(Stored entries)
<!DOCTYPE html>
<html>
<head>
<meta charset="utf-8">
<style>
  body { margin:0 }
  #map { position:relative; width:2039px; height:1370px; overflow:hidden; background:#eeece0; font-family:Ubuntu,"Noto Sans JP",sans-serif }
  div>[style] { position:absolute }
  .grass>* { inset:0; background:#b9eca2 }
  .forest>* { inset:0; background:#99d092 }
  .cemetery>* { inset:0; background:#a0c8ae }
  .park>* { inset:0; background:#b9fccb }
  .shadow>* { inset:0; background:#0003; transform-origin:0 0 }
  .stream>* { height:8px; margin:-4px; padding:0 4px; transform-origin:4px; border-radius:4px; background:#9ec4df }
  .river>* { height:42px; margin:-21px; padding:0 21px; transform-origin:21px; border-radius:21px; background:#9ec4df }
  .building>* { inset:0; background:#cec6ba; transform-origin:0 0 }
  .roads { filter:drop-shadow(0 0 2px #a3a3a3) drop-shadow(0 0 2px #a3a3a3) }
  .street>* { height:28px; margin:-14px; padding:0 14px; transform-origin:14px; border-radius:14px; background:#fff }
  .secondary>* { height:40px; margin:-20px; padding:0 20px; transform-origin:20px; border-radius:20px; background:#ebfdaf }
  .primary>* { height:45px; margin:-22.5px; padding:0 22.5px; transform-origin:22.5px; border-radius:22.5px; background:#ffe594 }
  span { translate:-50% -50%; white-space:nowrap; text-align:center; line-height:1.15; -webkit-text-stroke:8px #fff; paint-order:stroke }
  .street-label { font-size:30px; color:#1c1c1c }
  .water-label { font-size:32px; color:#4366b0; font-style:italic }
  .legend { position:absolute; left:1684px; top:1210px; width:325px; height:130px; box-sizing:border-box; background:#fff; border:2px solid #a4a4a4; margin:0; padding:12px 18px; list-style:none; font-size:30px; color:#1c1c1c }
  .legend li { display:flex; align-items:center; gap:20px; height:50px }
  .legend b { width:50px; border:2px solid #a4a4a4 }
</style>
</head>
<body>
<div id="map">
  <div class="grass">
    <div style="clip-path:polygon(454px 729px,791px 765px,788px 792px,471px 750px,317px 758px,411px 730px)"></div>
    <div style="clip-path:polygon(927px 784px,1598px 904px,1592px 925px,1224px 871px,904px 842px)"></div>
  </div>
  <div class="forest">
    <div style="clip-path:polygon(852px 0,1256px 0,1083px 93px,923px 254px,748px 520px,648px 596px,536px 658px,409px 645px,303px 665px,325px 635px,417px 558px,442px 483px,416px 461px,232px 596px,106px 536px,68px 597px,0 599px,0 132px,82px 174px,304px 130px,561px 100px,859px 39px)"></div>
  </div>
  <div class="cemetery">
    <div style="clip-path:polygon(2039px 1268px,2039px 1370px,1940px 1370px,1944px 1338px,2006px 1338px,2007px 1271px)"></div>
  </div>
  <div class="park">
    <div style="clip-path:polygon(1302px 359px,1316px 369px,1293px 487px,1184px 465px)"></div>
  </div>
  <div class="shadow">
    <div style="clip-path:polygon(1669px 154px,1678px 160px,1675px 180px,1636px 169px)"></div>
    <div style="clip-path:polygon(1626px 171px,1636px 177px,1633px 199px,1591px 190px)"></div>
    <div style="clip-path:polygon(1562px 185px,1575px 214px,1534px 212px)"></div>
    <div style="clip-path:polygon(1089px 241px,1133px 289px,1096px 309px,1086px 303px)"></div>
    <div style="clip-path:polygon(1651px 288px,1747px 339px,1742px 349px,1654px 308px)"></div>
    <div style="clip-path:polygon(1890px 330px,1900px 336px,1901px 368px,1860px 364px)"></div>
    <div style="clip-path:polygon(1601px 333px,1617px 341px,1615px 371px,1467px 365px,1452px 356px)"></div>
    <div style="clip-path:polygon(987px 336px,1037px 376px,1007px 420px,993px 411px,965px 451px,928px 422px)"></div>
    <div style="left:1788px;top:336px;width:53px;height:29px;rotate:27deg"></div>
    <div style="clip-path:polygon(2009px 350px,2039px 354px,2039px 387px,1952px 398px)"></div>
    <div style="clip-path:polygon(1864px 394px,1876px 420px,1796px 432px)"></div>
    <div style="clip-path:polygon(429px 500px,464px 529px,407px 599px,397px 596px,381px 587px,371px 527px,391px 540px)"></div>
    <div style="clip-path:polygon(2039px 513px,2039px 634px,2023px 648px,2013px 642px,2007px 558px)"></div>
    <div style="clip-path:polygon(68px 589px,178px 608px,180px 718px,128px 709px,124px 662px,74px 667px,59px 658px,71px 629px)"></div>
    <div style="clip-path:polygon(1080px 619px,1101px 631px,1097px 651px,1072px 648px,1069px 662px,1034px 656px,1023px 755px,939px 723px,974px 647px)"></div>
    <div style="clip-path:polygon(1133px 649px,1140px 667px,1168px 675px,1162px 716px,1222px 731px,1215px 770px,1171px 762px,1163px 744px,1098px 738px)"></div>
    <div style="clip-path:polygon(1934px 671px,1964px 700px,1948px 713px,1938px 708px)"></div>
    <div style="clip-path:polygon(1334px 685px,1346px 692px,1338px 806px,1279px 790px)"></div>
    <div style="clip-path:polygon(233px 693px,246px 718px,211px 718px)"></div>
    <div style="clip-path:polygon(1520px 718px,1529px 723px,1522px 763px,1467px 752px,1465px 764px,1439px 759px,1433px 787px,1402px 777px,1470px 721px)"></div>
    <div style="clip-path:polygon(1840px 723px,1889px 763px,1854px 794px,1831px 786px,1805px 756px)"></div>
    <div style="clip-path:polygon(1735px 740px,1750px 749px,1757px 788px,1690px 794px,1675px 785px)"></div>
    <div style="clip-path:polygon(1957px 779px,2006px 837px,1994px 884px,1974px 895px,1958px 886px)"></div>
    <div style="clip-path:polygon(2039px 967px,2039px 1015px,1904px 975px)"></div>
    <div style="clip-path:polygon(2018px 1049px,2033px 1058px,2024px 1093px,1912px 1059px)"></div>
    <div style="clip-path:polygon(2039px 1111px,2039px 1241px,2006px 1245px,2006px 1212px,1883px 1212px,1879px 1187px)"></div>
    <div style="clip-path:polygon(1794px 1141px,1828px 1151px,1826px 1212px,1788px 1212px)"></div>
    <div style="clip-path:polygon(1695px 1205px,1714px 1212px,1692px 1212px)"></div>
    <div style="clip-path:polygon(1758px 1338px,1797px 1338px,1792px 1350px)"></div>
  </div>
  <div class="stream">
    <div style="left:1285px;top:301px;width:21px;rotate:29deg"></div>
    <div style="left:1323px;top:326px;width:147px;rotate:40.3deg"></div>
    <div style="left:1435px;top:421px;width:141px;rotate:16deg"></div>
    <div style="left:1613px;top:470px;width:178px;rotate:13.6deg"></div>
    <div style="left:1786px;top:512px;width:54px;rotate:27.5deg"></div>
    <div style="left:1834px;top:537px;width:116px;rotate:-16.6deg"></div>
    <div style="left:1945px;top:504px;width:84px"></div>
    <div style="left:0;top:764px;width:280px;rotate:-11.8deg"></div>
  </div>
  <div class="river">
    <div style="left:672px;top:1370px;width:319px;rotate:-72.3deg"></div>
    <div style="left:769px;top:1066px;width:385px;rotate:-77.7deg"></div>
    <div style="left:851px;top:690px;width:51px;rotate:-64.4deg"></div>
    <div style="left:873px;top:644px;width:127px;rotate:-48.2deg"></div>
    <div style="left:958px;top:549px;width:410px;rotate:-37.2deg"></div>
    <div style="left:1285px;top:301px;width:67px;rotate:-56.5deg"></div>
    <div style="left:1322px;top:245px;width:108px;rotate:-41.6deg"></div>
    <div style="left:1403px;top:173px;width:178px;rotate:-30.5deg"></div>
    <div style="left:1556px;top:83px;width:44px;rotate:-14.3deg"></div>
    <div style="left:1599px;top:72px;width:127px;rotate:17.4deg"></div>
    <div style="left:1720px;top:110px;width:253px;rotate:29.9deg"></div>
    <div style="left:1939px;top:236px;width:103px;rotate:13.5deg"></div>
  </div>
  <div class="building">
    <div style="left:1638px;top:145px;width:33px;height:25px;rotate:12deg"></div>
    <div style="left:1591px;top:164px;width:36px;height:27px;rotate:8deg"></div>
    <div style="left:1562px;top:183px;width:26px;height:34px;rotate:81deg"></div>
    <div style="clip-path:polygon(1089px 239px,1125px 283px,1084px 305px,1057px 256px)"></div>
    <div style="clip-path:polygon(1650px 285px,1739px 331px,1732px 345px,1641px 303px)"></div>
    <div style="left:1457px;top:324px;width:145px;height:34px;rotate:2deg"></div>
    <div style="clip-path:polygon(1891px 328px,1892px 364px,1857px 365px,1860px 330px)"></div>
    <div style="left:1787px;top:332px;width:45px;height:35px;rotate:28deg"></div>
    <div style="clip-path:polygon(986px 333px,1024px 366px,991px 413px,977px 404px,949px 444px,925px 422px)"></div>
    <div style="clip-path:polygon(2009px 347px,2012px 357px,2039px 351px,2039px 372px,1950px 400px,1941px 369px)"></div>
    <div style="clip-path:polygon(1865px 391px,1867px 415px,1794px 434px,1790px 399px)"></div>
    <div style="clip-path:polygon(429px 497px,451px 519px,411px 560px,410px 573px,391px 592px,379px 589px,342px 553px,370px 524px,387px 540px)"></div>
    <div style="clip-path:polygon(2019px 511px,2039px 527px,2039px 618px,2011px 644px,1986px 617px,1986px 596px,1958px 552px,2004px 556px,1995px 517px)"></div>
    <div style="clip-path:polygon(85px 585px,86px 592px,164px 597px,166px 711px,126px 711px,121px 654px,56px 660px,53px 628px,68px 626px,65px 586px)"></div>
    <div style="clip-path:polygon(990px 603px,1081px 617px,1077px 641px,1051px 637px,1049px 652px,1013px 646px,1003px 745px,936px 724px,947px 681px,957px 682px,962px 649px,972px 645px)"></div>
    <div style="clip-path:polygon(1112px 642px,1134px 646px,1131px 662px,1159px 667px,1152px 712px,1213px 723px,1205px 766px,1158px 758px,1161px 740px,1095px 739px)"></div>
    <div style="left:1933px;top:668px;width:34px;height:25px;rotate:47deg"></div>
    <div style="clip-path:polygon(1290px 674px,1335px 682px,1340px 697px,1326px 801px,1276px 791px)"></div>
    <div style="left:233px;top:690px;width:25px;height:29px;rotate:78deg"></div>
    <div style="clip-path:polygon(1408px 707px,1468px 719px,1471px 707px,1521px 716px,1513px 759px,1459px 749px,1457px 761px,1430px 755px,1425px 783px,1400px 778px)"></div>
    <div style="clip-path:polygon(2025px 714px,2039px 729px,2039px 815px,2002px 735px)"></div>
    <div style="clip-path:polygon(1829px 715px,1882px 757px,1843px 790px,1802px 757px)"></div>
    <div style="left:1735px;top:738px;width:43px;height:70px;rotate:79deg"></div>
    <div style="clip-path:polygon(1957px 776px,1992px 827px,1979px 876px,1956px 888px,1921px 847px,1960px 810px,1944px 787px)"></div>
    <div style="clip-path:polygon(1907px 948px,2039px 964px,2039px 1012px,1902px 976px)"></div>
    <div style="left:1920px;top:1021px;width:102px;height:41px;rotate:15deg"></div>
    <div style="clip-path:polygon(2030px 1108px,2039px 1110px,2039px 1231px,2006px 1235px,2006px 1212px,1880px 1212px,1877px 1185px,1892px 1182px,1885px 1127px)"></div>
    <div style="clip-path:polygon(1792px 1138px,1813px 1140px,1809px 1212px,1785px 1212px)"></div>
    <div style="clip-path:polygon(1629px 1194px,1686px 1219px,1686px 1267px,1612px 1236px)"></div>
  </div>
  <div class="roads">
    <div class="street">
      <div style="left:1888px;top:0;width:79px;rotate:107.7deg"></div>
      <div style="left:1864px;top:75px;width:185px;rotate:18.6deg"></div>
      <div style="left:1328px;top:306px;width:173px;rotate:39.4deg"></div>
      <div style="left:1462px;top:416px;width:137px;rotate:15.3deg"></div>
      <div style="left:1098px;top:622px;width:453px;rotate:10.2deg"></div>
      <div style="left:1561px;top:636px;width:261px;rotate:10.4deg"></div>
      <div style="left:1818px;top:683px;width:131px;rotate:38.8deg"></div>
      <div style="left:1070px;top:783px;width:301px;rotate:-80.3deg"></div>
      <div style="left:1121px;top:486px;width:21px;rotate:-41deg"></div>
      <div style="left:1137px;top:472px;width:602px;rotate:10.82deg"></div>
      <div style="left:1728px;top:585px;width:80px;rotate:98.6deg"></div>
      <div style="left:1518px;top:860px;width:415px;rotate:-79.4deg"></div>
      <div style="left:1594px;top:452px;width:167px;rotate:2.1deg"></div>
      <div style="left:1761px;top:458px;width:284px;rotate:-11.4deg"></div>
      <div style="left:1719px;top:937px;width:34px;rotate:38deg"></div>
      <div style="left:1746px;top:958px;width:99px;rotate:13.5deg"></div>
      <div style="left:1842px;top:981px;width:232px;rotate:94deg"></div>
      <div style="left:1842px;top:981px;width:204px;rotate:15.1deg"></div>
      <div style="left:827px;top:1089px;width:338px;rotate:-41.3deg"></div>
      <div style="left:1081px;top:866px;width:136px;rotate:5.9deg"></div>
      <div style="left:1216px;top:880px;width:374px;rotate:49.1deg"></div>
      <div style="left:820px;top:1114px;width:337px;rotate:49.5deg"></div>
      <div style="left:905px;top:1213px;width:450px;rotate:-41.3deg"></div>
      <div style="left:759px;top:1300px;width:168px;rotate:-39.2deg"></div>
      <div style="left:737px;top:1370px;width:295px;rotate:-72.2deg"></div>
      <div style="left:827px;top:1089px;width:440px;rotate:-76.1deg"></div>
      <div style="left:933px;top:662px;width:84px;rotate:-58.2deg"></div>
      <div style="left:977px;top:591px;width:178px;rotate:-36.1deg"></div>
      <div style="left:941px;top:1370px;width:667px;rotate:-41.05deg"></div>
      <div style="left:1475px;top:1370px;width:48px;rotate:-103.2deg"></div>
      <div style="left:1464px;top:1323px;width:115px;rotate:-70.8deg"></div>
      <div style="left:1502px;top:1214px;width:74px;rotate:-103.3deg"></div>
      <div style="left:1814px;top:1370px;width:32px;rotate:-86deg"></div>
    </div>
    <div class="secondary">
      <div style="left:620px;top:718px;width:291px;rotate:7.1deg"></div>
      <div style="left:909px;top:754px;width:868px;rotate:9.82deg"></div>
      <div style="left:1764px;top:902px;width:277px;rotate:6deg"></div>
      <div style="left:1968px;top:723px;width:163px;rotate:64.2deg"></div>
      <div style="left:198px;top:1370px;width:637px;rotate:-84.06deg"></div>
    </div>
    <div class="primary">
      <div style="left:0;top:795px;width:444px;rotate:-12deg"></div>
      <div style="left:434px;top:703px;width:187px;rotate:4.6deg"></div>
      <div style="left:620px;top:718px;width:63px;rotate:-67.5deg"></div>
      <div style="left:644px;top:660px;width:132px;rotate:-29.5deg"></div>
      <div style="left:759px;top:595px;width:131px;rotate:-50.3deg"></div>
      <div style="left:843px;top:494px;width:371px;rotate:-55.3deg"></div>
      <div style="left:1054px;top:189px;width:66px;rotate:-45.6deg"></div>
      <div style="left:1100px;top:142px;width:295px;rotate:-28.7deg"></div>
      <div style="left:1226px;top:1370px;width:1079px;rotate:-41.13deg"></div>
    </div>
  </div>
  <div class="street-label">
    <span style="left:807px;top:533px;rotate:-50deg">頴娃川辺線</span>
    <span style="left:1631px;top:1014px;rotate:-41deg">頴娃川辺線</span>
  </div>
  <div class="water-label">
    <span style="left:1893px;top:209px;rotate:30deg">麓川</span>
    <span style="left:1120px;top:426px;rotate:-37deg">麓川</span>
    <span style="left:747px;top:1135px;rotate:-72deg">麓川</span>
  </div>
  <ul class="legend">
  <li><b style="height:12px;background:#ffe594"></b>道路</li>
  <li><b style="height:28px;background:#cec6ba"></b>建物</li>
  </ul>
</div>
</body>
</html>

**PROBLEM REQUIREMENTS:** The answer is the records above restated word for word from their opening line through the line that holds "position:relative; width:2039px; height:1370px;", both included, and nothing else.

**RESULT:**
<!DOCTYPE html>
<html>
<head>
<meta charset="utf-8">
<style>
  body { margin:0 }
  #map { position:relative; width:2039px; height:1370px; overflow:hidden; background:#eeece0; font-family:Ubuntu,"Noto Sans JP",sans-serif }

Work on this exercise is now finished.